Site icon R-bloggers

How to Get Twitter Data using R

[This article was first published on R – Predictive Hacks, and kindly contributed to R-bloggers]. (You can report issue about the content on this page here)
Want to share your content on R-bloggers? click here if you have a blog, or here if you don't.

In a previous post, we showed how to get Twitter data using Python. In this tutorial, we will show you how to get Twitter data using R and more particularly with the rtweet library. As we have explained in the previous post, you will need to create a developer account and get your consumer and access keys respectively.

Install the rtweet Library and API Authorization

We can install the rtweet library either from CRAN or from GitHub as follows:

## install rtweet from CRAN
install.packages("rtweet")


## OR
## install remotes package if it's not already
if (!requireNamespace("remotes", quietly = TRUE)) {
  install.packages("remotes")
}

## install dev version of rtweet from github
remotes::install_github("ropensci/rtweet")

Then we are ready to load the library:

## load rtweet package
library(rtweet)

We can authorize the API by entering our credentials:

## load rtweet
library(rtweet)

## load the tidyverse
library(tidyverse)

## store api keys (these are fake example values; replace with your own keys)
api_key <- "afYS4vbIlPAj096E60c4W1fiK"
api_secret_key <- "bI91kqnqFoNCrZFbsjAWHD4gJ91LQAhdCJXCj3yscfuULtNkuu"

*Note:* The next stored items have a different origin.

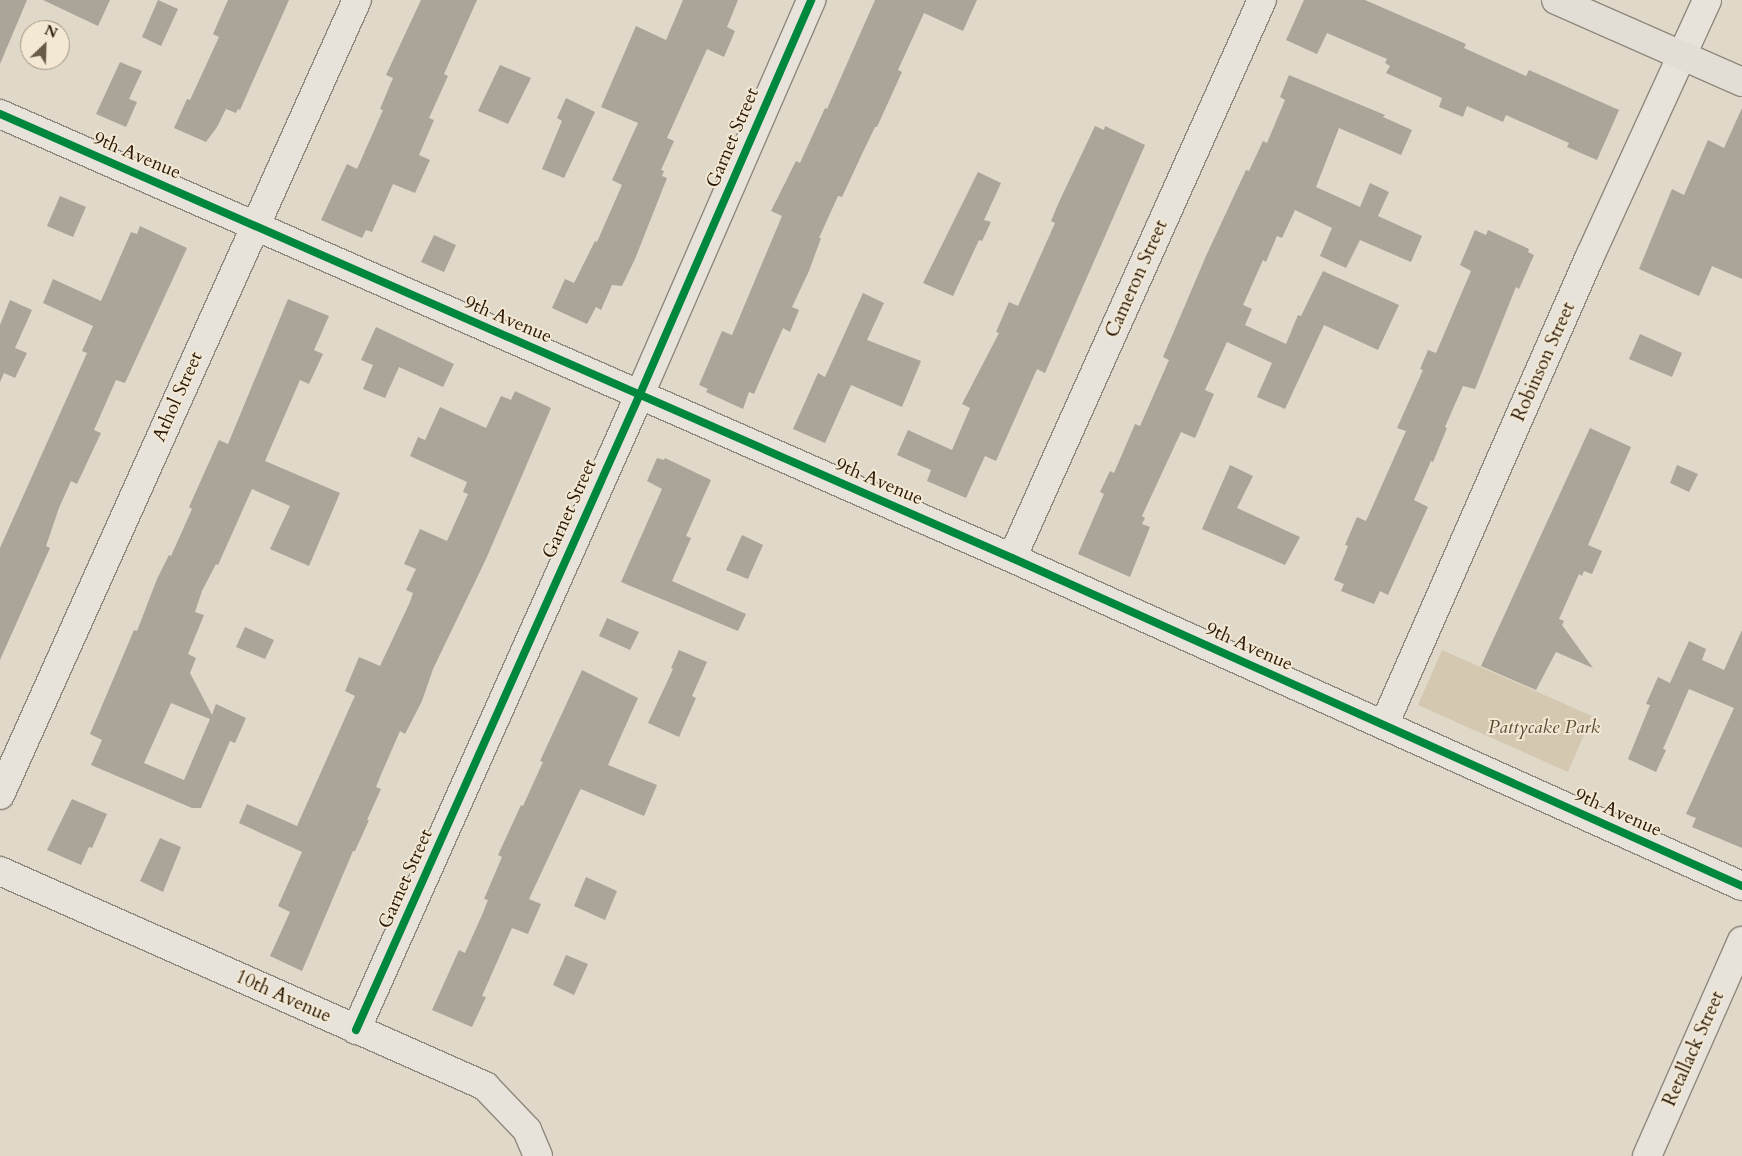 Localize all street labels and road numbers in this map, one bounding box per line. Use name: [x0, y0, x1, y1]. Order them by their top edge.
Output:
street label: Garnet Street: [702, 85, 764, 191]
street label: 9th Avenue: [90, 127, 184, 185]
street label: Cameron Street: [1101, 217, 1173, 341]
street label: 9th Avenue: [461, 291, 555, 349]
street label: Robinson Street: [1508, 299, 1580, 425]
street label: Athol Street: [148, 349, 208, 445]
street label: 9th Avenue: [832, 453, 926, 511]
street label: Garnet Street: [538, 456, 602, 562]
street label: 9th Avenue: [1202, 618, 1296, 676]
street label: 9th Avenue: [1571, 784, 1665, 842]
street label: Garnet Street: [374, 826, 438, 932]
street label: 10th Avenue: [231, 966, 335, 1028]
street label: Retallack Street: [1658, 988, 1730, 1110]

## authenticate via web browser
token <- create_token(
  app = "rstatsjournalismresearch",
  consumer_key = api_key,
  consumer_secret = api_secret_key)

get_token()
 

Search Tweets

Now we are ready to get our first data from Twitter, starting with 1000 tweets containing the hashtag “#DataScience” by excluding the re-tweets. Note that the “search_tweets” returns data from the last 6-9 days

rt <- search_tweets("#DataScience", n = 1000, include_rts = FALSE)
View(rt)
 

Usually, we want to get the screen name, the text, the number of likes and the number of re-tweets.

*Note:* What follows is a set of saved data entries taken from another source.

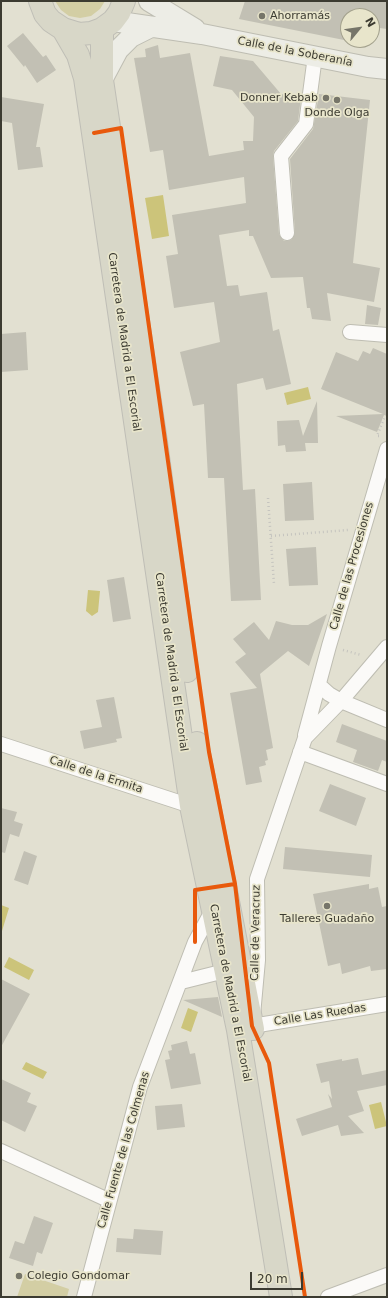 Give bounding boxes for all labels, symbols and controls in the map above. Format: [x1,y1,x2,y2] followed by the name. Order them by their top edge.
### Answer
[340,8,380,48] north arrow
[270,9,330,23] place label: Ahorramás
[257,11,267,21] marker: Ahorramás
[362,15,378,30] text: N
[236,34,354,70] street label: Calle de la Soberanía
[240,91,318,105] place label: Donner Kebab
[321,93,331,103] marker: Donner Kebab
[332,95,342,105] marker: Donde Olga
[305,106,369,120] place label: Donde Olga
[105,252,143,432] street label: Carretera de Madrid a El Escorial
[327,501,377,631] street label: Calle de las Procesiones
[152,572,190,752] street label: Carretera de Madrid a El Escorial
[48,754,144,796] street label: Calle de la Ermita
[249,885,263,981] street label: Calle de Veracruz
[322,901,332,911] marker: Talleres Guadaño
[206,903,254,1083] street label: Carretera de Madrid a El Escorial
[280,912,374,926] place label: Talleres Guadaño
[273,1001,367,1029] street label: Calle Las Ruedas
[95,1070,153,1230] street label: Calle Fuente de las Colmenas
[252,1264,305,1290] scale bar
[27,1269,129,1283] place label: Colegio Gondomar
[14,1271,24,1281] marker: Colegio Gondomar
[257,1272,288,1286] text: 20 m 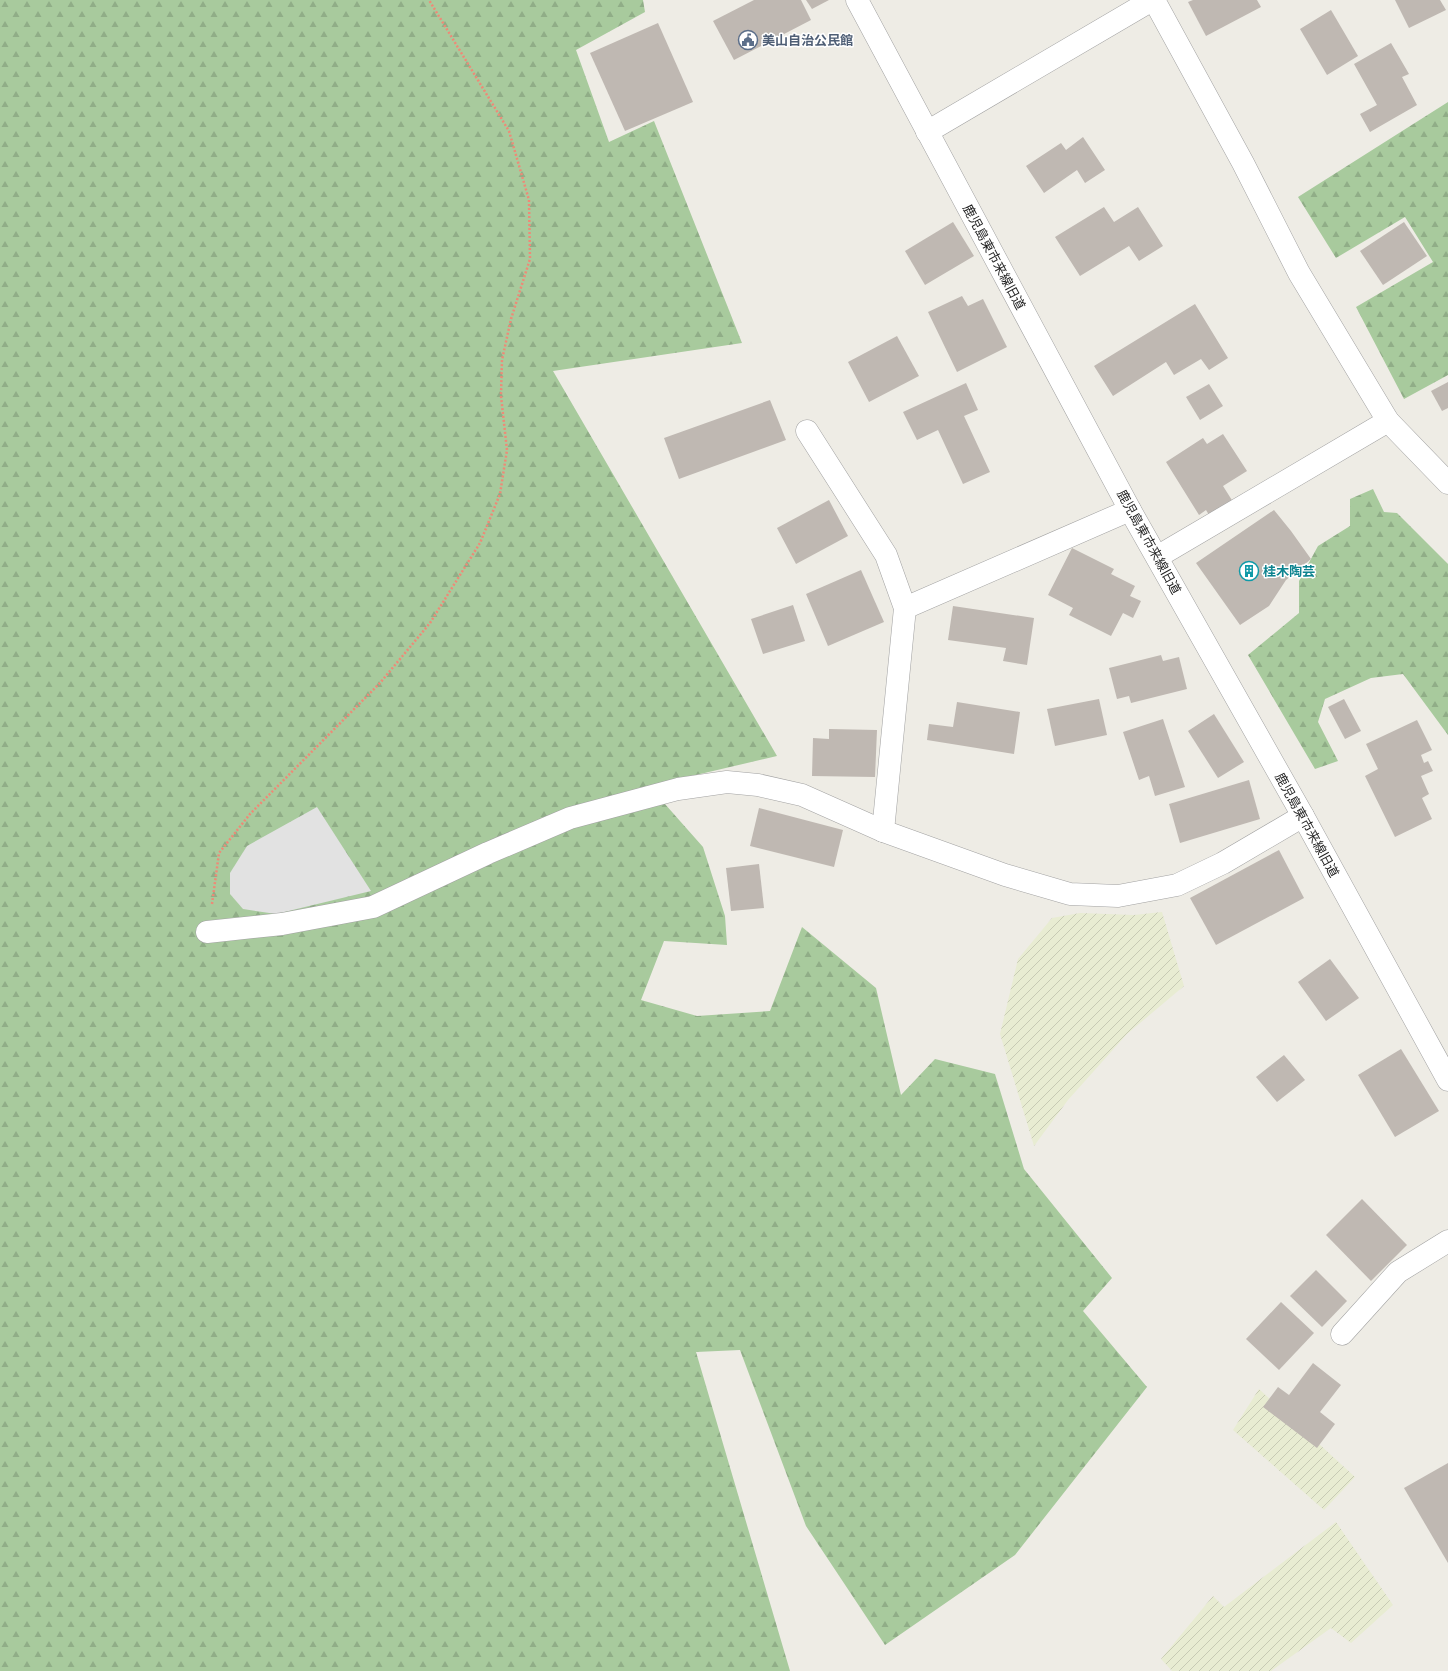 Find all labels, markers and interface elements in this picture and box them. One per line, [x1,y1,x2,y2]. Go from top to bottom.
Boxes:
public building icon: 美山自治公民館 [737,29,759,51]
place label: 美山自治公民館 [762,33,853,48]
street label: 鹿児島東市来線旧道 [960,202,1028,312]
street label: 鹿児島東市来線旧道 [1114,487,1184,597]
building icon: 桂木陶芸 [1238,560,1260,582]
place label: 桂木陶芸 [1263,564,1315,579]
street label: 鹿児島東市来線旧道 [1272,770,1342,880]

View(rt%>%select(screen_name, text, favorite_count, retweet_count))
 

The rt object consists of 90 columns, so as you can understand it contains a lot of information. Note that there is a limit of 18000 tweets per 15 minutes. If we want to get more, we should do the following:

## search for 250,000 tweets containing the word datascience
rt <- search_tweets(
  "datascience", n = 250000, retryonratelimit = TRUE
)
 

We can also plot the tweets:

ts_plot(rt, "hour") 
 

Stream Tweets

Stream tweets return a random sample of approximately 1% of the live stream of all tweets, having the option to filter the data via a search-like query, or enter specific user ids, or define the geo-coordinates of the tweets.

## stream tweets containing the toke DataScience for 30 seconds
rt <- stream_tweets("DataScience", timeout = 30)
View(rt)
 

Note that the rt object consists of 90 columns.

Filter Tweets

When we search for tweets, we can also apply some filters. For example, let’s say that we want to specify the language or to exclude retweets and so on. Let’s search for tweets that contain the “StandWithUkraine” text by excluding retweets, quotes and replies.

ukraine <- search_tweets("StandWithUkraine-filter:retweets -filter:quote -filter:replies", n = 100)
View(ukraine)
 

Finally, let’s search for tweets in English that contain the word “Putin” and have more than 100 likes and retweets.

putin<-search_tweets("Putin min_retweets:100 AND min_faves:100", lang='en')
View(putin)
 

Get Timelines

The get_imeline() function returns up to 3,200 statuses posted to the timelines of each of one or more specified Twitter users. Let’s get the timeline of R-bloggers and Hadley Wickham accounts by taking into consideration the 500 most recent tweets of each one.

rt<-get_timeline(user=c("Rbloggers", "hadleywickham"), n=500)
 

Whose tweets are more popular? Who gets more likes and retweets? Let’s answer this question.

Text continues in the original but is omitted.